Parallelized Collaborative filtering with CUDA
Topic
Parallelism and Acceleration in Recommendation Systems
Introduction
In the era of big data, recommendation system is widely utilized in from commercial e-shops to social networks, product review sites other SaaS applications. Many websites collect user profiles to provide some valuable information through personalized recommendation.
Collaborative filtering (CF) is a very common technique used in recommender systems. The key idea of collaborative filtering is to recommend items based on similarity measures between users or items. For instance, the items recommended to a user are those preferred by similar users. The technique is widely used due to its properties that (1) a single algorithm works on any kind of item and (2) it can handle the complexity of users’ preference.

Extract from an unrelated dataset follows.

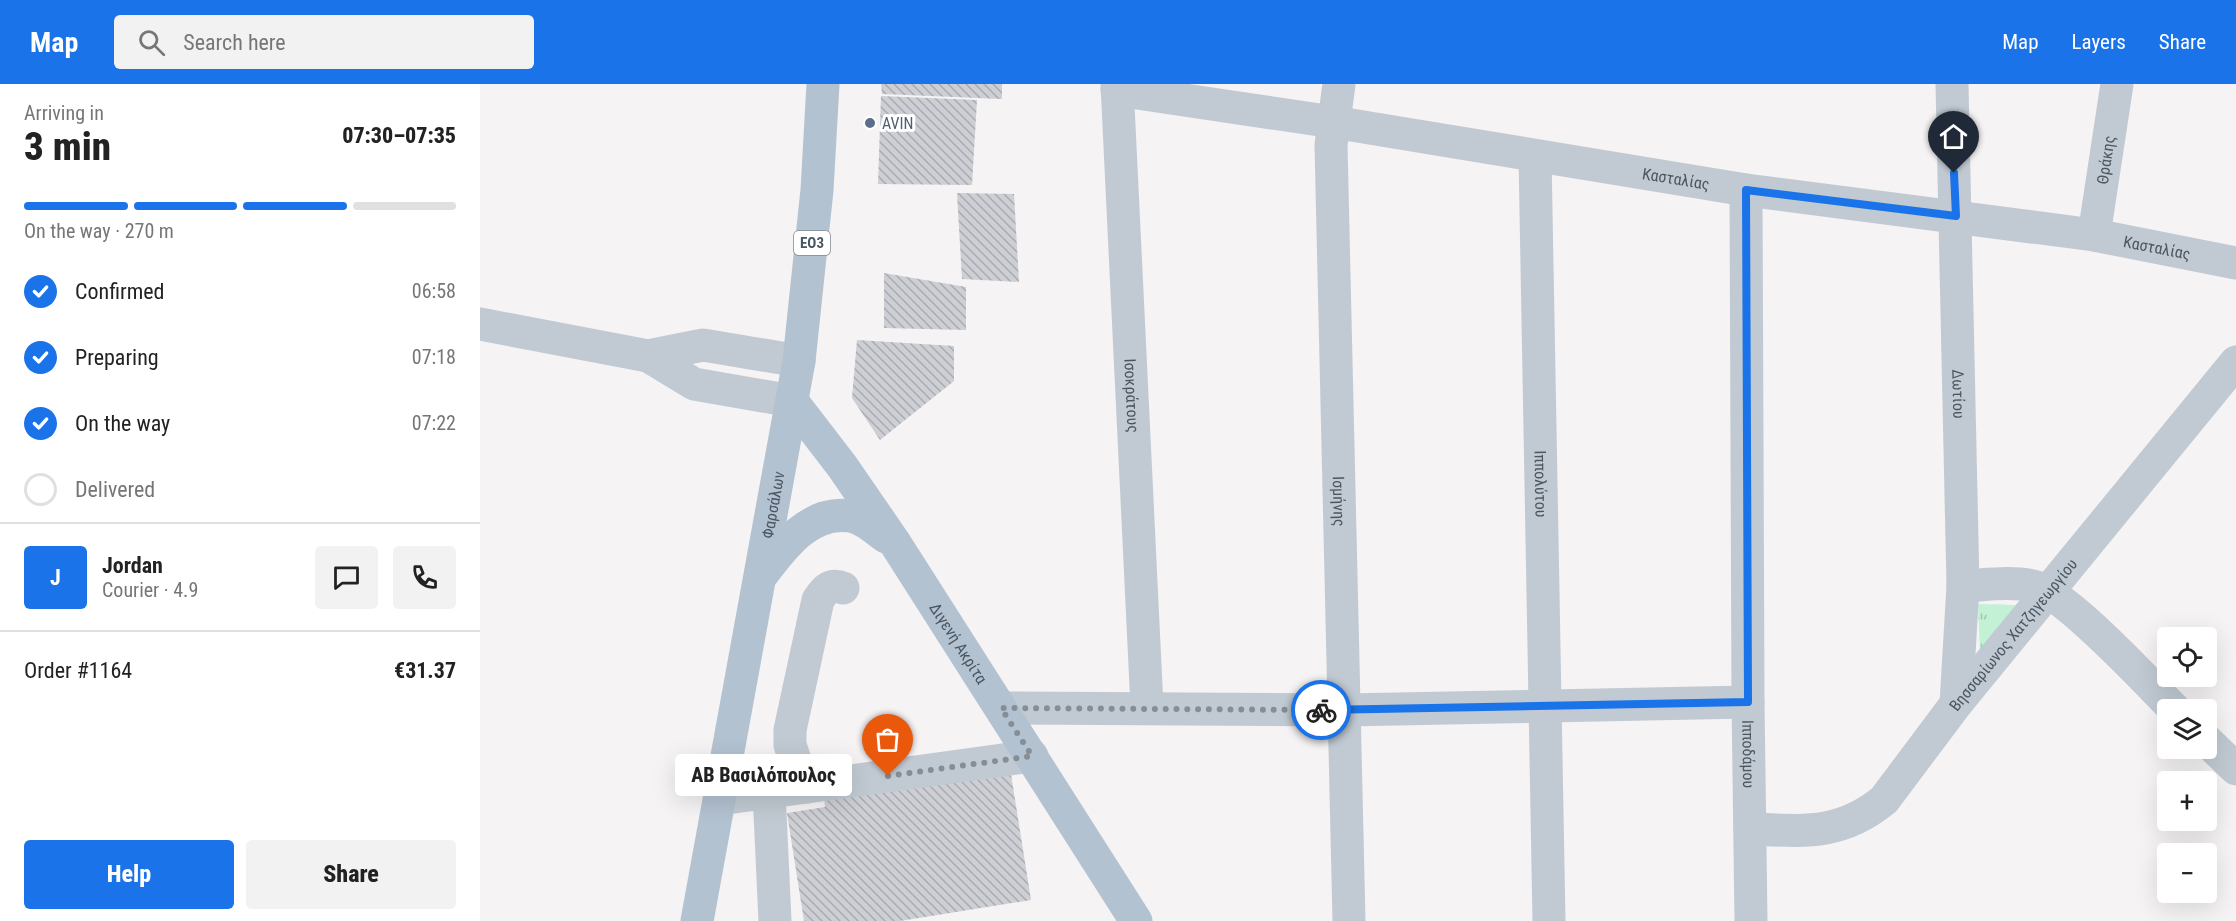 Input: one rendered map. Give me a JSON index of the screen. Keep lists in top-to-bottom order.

Due to the increasing scale of data in these applications is constantly increasing, in some practices, the computational time of collaborative filtering algorithm may be unsatisfying. Different approaches have been proposed to deal with the problem of scalability of recommender systems’ algorithms. This project focus on implementation of parallelism approaches with CUDA and compare the computational time with the sequential approach.
Dataset
Source: https://grouplens.org/datasets/movielens/
Dataset Movie (M) | User (U) | Ratings (N) |
---|---|---|
tiny (for debug) | 5 | 5 |
100k | 943 | 1682 |
small | 610 | 9725 |
1m | 6040 | 3706 |
Implementation
There are two approaches to implement Collaborative Filtering: (1) by user-user similarity and (2) by item-item similarity, both have been implemented in this project. Here we use item-item similarity for demonstration since the algorithms is totally same.
-
Data structure
- M = no of items, U = no of users, N = no of ratings
- Rating = <user id OR item id, value>
struct Rating { int id; double value; };
- Rating ratings[N] – sort by item and divided to M items
- int count[M] (no of ratings for each movie)
- double magnitudes[M]
- double similarities[M*M]
- double predictions[M*N] (output)
-
Input processing mapUser():
- Read each (user, item, rating) input
- Group ratings to (item, (user, ratings)) pairs by insert the ratings into self-sorted multimap (from STL)
- Hence, the ratings is now sorted by items
multimap<int, Rating> ratingsMap; readInput(filename, 0, ratingsMap);
- Time complexity:
$O(NlogN)$
Parallelization: Not implemented is this step.
-
Data standardization + Calculate rating magnitude of each item
magnitude = ||r|| for each movie is calculated by the following equation:
$$| r_{x}||=\sqrt{\sum_{i \in N} x_{i}^{2}}$$ calculateMagnitude(): For each item
- Calculate the mean of each item (we can treat missing data as 0, by doing this, the missing data will not have effect on items’ similarities)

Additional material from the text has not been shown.